Ali afirma ainda que apesar da imensa vontade de sair nas ruas, muitos ainda estão em fase de discussão para entender se devem ou não sair nas ruas. "Mesmo quem não vai sair defende que todos devem ter direito de sair", diz ela.

Além de integrante do Coletivo do Arrastão dos Blocos, Ali também participa do bloco Vai Quem Quer, que ainda deve definir se vai sair ou não. "Todo mundo tá louco para sair, o Carnaval é a nossa religião e a gente não saiu nos dois últimos carnavais."
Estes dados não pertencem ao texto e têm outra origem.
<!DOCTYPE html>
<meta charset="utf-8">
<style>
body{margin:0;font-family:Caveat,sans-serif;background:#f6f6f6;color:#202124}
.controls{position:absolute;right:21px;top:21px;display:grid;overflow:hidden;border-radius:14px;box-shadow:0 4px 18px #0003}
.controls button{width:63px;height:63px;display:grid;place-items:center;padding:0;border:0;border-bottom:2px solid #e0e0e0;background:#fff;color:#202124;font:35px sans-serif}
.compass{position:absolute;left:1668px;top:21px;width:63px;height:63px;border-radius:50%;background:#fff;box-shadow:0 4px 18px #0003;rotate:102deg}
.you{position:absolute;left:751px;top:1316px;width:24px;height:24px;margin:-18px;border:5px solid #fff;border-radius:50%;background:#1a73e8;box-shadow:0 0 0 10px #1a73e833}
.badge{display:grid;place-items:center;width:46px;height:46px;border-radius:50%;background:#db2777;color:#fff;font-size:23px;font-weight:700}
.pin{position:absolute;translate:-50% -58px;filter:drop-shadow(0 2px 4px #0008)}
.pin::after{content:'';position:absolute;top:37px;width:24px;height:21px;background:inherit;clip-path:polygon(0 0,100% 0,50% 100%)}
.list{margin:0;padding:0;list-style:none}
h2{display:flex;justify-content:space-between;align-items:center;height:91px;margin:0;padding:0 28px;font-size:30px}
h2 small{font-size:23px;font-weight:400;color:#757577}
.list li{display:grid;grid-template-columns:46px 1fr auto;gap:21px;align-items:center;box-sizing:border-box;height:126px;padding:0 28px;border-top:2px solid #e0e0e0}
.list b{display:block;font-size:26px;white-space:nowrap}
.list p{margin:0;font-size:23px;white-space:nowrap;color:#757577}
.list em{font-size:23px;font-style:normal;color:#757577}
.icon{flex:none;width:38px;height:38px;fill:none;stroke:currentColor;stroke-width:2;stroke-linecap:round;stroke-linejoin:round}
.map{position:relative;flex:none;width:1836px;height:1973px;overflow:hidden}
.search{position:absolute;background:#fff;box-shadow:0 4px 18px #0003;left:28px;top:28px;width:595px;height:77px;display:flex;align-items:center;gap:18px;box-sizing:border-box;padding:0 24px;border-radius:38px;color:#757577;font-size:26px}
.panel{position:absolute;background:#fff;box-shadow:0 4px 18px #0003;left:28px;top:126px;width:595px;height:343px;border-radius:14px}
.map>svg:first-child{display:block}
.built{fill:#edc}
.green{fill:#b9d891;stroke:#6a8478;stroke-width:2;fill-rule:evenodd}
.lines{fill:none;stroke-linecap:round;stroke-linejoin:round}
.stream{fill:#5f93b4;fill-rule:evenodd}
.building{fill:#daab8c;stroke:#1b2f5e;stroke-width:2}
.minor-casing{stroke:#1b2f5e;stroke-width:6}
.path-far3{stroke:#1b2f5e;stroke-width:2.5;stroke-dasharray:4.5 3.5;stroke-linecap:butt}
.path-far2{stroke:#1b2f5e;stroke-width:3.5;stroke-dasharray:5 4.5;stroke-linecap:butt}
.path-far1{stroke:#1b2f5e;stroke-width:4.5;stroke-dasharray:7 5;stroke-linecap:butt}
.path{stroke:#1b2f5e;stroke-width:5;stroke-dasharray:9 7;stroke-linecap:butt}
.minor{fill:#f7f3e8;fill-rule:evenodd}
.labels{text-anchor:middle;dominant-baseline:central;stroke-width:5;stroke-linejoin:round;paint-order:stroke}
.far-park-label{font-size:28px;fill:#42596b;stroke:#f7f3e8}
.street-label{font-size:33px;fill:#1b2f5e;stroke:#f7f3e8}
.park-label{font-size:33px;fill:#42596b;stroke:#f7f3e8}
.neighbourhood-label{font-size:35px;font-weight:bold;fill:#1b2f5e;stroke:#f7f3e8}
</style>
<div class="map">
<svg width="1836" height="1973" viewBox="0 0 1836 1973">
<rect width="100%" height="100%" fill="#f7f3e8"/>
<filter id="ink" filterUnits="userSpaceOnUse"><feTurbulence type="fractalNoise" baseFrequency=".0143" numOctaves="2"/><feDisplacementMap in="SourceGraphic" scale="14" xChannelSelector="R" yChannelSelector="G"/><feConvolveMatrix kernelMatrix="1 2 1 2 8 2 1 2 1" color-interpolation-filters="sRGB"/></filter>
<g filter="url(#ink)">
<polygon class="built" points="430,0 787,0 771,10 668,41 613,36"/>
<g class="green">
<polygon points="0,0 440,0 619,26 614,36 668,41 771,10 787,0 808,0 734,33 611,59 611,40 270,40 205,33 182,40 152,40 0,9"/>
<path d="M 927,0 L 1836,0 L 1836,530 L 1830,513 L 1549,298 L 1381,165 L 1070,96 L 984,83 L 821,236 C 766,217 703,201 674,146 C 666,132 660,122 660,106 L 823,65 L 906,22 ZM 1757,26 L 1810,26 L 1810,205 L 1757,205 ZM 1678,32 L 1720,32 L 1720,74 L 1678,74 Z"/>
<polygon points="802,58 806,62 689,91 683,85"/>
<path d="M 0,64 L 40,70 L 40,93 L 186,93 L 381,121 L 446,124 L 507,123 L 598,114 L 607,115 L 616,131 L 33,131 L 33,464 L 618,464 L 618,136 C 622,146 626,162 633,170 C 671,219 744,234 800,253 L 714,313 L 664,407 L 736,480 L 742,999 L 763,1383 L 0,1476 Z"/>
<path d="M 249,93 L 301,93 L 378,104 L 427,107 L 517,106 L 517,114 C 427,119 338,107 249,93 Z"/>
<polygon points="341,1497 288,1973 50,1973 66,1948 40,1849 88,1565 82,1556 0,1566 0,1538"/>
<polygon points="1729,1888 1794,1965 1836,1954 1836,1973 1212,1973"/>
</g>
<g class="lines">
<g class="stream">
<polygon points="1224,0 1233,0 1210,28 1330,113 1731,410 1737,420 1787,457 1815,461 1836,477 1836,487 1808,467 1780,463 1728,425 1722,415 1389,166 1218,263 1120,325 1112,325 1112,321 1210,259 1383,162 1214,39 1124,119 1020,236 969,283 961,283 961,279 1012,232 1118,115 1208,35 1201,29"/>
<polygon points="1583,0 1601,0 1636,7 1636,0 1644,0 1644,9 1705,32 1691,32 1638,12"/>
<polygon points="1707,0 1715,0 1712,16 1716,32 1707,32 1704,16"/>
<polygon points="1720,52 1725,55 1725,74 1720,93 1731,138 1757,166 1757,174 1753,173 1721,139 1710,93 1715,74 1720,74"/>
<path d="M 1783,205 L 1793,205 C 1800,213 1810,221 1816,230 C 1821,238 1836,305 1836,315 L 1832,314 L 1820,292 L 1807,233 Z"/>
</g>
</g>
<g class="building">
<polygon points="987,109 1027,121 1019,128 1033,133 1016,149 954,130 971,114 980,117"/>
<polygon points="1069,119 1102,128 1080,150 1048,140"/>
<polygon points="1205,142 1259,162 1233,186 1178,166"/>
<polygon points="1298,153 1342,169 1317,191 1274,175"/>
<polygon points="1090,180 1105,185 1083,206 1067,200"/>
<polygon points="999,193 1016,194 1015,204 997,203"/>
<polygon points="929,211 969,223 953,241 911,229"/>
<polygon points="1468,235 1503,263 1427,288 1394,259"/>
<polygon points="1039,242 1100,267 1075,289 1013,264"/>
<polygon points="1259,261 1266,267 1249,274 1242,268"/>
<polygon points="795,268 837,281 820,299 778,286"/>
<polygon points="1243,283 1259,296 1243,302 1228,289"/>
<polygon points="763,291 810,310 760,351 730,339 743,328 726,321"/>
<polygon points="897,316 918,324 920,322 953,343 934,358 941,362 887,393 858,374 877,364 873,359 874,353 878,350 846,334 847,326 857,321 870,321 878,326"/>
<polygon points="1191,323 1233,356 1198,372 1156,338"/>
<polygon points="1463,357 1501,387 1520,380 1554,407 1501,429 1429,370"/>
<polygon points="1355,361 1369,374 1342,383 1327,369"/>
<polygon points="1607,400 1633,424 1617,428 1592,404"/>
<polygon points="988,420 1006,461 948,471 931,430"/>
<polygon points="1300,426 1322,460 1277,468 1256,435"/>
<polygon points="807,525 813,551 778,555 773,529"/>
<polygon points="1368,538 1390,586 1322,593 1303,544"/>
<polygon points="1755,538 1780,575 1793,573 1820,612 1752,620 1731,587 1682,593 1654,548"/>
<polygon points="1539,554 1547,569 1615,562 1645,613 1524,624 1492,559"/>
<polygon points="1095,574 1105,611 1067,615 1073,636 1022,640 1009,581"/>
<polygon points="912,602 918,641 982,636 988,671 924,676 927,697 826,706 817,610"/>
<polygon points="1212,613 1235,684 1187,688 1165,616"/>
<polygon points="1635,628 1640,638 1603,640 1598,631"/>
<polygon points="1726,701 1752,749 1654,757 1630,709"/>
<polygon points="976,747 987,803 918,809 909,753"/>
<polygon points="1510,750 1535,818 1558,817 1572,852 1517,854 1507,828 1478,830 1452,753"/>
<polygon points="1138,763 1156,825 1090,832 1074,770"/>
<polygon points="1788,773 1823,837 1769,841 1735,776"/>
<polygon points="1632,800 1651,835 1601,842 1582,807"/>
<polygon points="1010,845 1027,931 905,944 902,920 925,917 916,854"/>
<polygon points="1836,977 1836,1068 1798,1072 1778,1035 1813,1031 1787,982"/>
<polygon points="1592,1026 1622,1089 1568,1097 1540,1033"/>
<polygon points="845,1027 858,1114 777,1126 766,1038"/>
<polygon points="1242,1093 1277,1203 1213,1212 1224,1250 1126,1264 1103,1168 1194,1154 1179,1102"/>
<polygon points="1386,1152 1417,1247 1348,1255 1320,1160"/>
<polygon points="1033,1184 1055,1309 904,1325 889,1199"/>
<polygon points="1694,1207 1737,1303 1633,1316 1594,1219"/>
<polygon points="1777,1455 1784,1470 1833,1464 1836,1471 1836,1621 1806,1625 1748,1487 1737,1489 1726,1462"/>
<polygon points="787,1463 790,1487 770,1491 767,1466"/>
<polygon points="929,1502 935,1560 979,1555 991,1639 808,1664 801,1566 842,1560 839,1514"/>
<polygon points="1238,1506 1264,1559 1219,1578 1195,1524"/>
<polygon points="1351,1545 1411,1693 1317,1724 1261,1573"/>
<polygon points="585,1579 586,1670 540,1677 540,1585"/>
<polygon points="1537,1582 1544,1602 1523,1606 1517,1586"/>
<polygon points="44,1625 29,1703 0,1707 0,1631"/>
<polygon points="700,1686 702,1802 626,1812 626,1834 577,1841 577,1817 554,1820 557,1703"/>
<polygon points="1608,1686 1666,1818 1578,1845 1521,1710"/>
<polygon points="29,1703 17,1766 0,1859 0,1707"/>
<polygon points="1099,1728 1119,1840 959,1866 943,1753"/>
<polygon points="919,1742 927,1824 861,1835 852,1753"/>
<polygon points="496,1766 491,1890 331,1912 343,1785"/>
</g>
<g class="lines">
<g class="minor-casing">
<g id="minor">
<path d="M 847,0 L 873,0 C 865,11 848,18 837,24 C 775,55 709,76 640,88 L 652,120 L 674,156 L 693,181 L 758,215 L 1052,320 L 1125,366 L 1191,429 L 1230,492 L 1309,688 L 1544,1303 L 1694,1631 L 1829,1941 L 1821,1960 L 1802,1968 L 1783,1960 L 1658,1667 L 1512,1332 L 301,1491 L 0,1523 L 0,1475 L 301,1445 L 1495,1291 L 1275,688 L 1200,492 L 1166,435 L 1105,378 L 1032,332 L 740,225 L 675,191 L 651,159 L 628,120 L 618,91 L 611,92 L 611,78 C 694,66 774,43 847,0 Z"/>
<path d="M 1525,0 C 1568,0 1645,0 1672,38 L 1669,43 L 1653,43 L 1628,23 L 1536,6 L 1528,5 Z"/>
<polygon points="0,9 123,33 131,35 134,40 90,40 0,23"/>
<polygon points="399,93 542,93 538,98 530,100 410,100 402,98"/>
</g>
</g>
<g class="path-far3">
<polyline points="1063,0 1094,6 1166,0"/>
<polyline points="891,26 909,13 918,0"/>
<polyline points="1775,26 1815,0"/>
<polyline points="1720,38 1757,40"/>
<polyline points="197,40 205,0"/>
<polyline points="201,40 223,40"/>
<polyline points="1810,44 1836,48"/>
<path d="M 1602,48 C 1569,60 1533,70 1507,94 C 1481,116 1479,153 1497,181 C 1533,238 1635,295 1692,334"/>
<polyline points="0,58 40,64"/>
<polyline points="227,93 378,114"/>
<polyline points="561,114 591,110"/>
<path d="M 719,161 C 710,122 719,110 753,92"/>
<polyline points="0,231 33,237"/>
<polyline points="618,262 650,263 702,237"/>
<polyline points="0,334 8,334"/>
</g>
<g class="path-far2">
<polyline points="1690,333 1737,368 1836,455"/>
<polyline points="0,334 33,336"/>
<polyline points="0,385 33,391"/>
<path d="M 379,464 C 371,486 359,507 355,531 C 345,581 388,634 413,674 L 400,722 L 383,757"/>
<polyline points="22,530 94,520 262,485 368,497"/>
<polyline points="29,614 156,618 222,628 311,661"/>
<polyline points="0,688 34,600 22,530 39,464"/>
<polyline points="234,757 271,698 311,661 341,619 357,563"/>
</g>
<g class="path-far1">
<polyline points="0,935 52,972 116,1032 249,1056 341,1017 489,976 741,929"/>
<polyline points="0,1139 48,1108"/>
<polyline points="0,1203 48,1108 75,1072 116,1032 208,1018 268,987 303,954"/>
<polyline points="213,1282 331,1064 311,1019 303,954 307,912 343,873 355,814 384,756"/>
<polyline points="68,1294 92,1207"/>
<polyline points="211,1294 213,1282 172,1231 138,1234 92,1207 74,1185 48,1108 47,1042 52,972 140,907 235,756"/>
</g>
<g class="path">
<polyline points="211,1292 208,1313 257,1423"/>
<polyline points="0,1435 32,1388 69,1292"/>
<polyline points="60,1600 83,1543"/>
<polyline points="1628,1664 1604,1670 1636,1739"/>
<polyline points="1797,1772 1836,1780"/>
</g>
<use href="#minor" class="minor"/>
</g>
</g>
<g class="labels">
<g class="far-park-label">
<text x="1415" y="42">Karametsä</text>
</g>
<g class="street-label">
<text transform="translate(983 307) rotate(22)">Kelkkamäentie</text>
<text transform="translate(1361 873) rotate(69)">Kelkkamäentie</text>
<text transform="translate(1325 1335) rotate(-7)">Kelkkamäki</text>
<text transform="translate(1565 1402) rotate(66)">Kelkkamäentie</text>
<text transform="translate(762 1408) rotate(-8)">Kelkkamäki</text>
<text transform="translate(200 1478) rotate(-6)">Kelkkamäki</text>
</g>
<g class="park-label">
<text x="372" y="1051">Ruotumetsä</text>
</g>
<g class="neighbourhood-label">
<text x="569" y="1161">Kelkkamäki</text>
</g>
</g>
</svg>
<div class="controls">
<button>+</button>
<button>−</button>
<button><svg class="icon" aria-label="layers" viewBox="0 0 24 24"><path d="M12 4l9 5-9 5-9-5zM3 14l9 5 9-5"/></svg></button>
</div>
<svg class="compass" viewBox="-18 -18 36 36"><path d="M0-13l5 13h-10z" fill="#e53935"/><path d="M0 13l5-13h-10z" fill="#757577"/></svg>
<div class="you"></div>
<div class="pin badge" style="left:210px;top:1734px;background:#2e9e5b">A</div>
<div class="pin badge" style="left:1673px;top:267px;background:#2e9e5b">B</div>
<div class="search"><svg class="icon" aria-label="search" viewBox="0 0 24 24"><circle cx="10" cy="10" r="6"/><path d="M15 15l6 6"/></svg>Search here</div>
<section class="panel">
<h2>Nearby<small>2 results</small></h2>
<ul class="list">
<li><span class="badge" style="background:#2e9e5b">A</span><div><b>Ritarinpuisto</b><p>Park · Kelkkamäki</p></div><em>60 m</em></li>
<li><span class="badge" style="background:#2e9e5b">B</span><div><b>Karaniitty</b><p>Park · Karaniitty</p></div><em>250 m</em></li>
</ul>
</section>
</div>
Os desfiles das escolas não ocorreram em 2021 e também não aconteceram na data original, em fevereiro de 2022, em decorrência da variante ômicron, que superlotou a rede pública de saúde no fim do ano passado e no início deste, com altas taxas de transmissão do vírus da Covid-19. Por isso, foi adiado para o feriado de abril.

Durante o feriado de fevereiro, em São Paulo, festas privadas aconteceram normalmente em diferentes pontos com ingressos que custaram até R$ 1.500. Na capital paulista, blocos improvisados ocorreram de forma tímida nas ruas, diferente do Rio de Janeiro, onde foliões lotaram as ruas do centro da capital fluminense.

Historiador e pesquisador da cultura popular brasileira, Bruno Baronetti analisa que a festa mais popular do país é o momento em que a população pode sair às ruas.

Baronetti compara que eventos privados já estão acontecendo e foi anunciado a retirada de máscara, "mas quando a gente fala de samba e festividade da população pobre e negra vem a discussão que foi o Carnaval que trouxe a Covid para o Brasil."

Para ele, a pandemia serviu para evidenciar um preconceito antigo em relação ao feriado do Carnaval. "O povo na rua nunca agradou os donos do poder. Sabemos que sátiras vão acontecer, assim como críticas, e isso incomoda tanto as autoridades quanto a classe média que não quer ver festa na porta de sua casa", diz ele.

O historiador lembra ainda que a rua é, tradicionalmente, vista pela sociedade como o "lugar de circulação de atividades produtivas. Quando se está fazendo uma atividade lúdica na rua, sempre vai ter esse ruído."

"Ocupar o espaço público é um ato de resistência política hoje em dia", diz ele. "Vamos continuar nessa luta. Há uma mensagem política que defendemos que qualquer pessoa que queira se manifestar pode fazer isso com segurança porque vivemos num país democrático."